These are further musings as a result of an earlier post, Two Degrees of Separation, at the end of which I commented that 200 years had passed since the birth of my 3rd great-grandmother. Said great-grandmother knew my grandmother, and yet no accounts of said 3rd great-grandmother were ever passed along -- at least not along our family lines to me.
In fact, it seems that I come from a long line of non-storytellers. Or maybe it was just my parents and grandparents who didn't tell stories. I've never met any of my earlier ancestors because they died before I was born.
But what if my ancestors did tell the stories? What if they told the stories of their lives
to their children and grandchildren and shared memories of their parents and grand-parents? What if the children and grandchildren didn't pass on those stories?
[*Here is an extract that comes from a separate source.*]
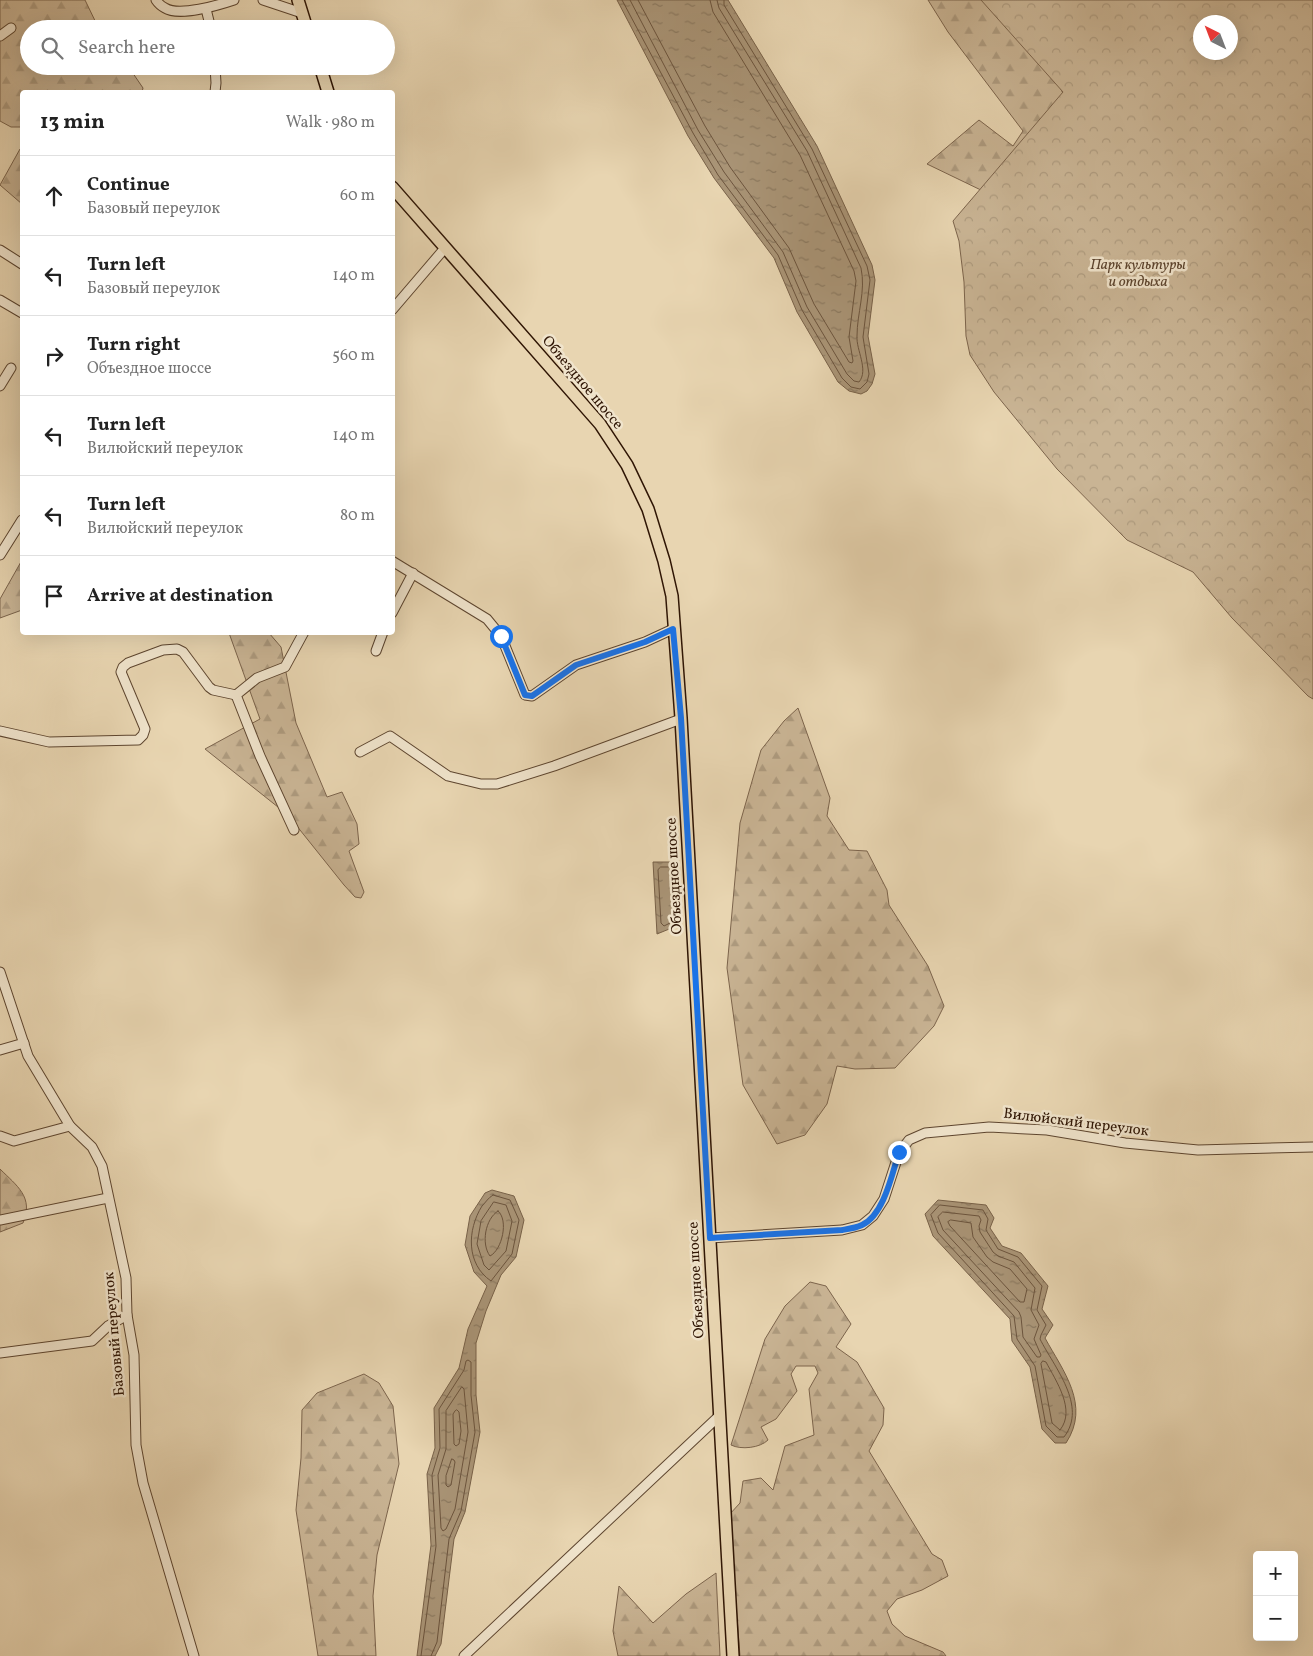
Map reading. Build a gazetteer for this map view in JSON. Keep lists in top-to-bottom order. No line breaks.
{"streets":{"main road":["Объездное шоссе"],"street":["Вилюйский переулок","Базовый переулок"]},"crossings":[["Объездное шоссе","Вилюйский переулок"]],"parks":["Парк культуры и отдыха"],"north":"top left","page":{"search":"Search here","heading":["13 min","Walk · 980 m"],"list":[["Continue","Базовый переулок","60 m"],["Turn left","Базовый переулок","140 m"],["Turn right","Объездное шоссе","560 m"],["Turn left","Вилюйский переулок","140 m"],["Turn left","Вилюйский переулок","80 m"],"Arrive at destination"],"map_buttons":["+","−"]}}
What if my ancestors told the stories and only a few of the grandchildren
remembered? Maybe other descendants and their families know these
stories and my siblings and I are the only ones who don't.
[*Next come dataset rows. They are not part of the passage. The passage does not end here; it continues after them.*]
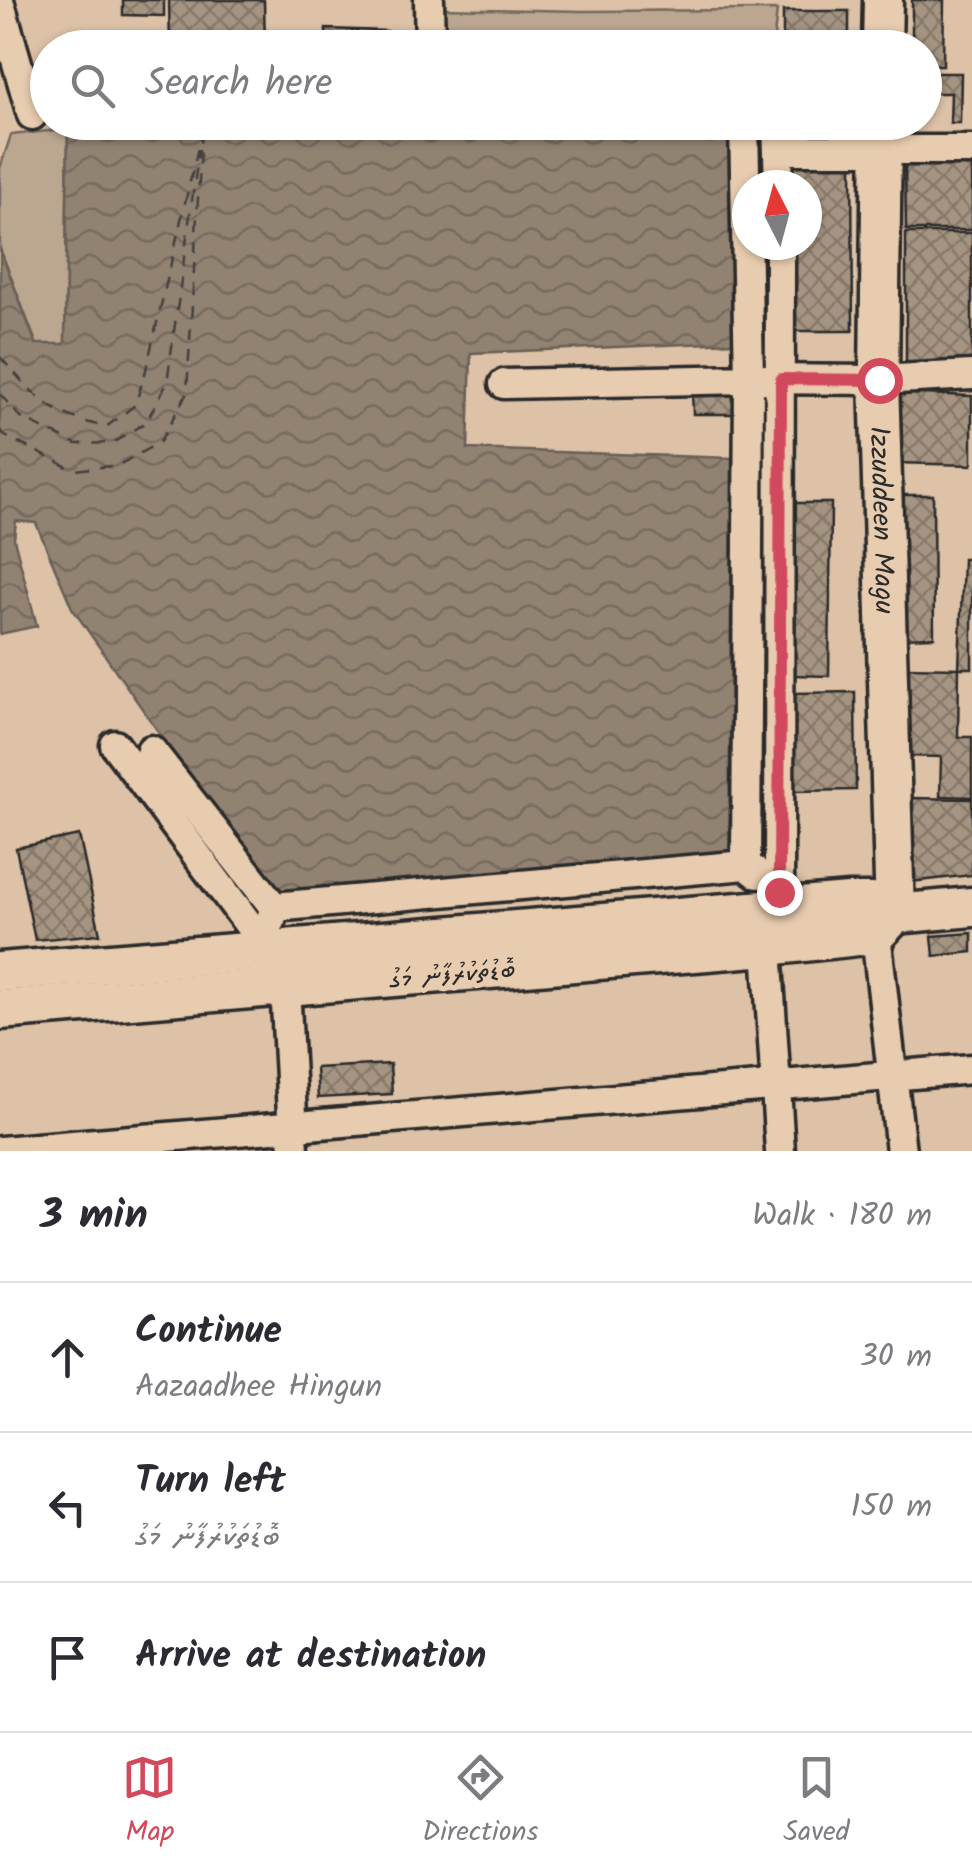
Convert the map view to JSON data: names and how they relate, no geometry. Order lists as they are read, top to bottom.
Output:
{
  "streets": {
    "main road": ["Izzuddeen Magu", "ބޮޑުތަކުރުފާނު މަގު"]
  },
  "crossings": [
    ["Izzuddeen Magu", "ބޮޑުތަކުރުފާނު މަގު"]
  ],
  "north": "top",
  "page": {
    "search": "Search here",
    "heading": ["3 min", "Walk · 180 m"],
    "list": [
      ["Continue", "Aazaadhee Hingun", "30 m"],
      ["Turn left", "ބޮޑުތަކުރުފާނު މަގު", "150 m"],
      "Arrive at destination"
    ],
    "nav": ["Map", "Directions", "Saved"]
  }
}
Even if my 3rd-great-grandmother kept a journal it could not have passed
to every single one of her descendants. If she kept a journal and it
survived, it would likely be in the hands of only one person (who is, unfortunately, not me). If it has survived for 150 years and the descendant into whose possession it landed is not interested in family history, she may not know that a great-grandmother wrote it. She may consider it a piece of junk. And think of how many descendants into whose hands it could be. Probably several hundred by now.
I suppose I'm moaning a little; and also feeling a little envious of those who do have stories and journals and photographs of ancestors. If you have them, treasure them. Preserve them. Do what you can to share the stories, both with your descendants and online so others who may suddenly develop an interest can find them.
Yes, I do wish I were a designated descendant!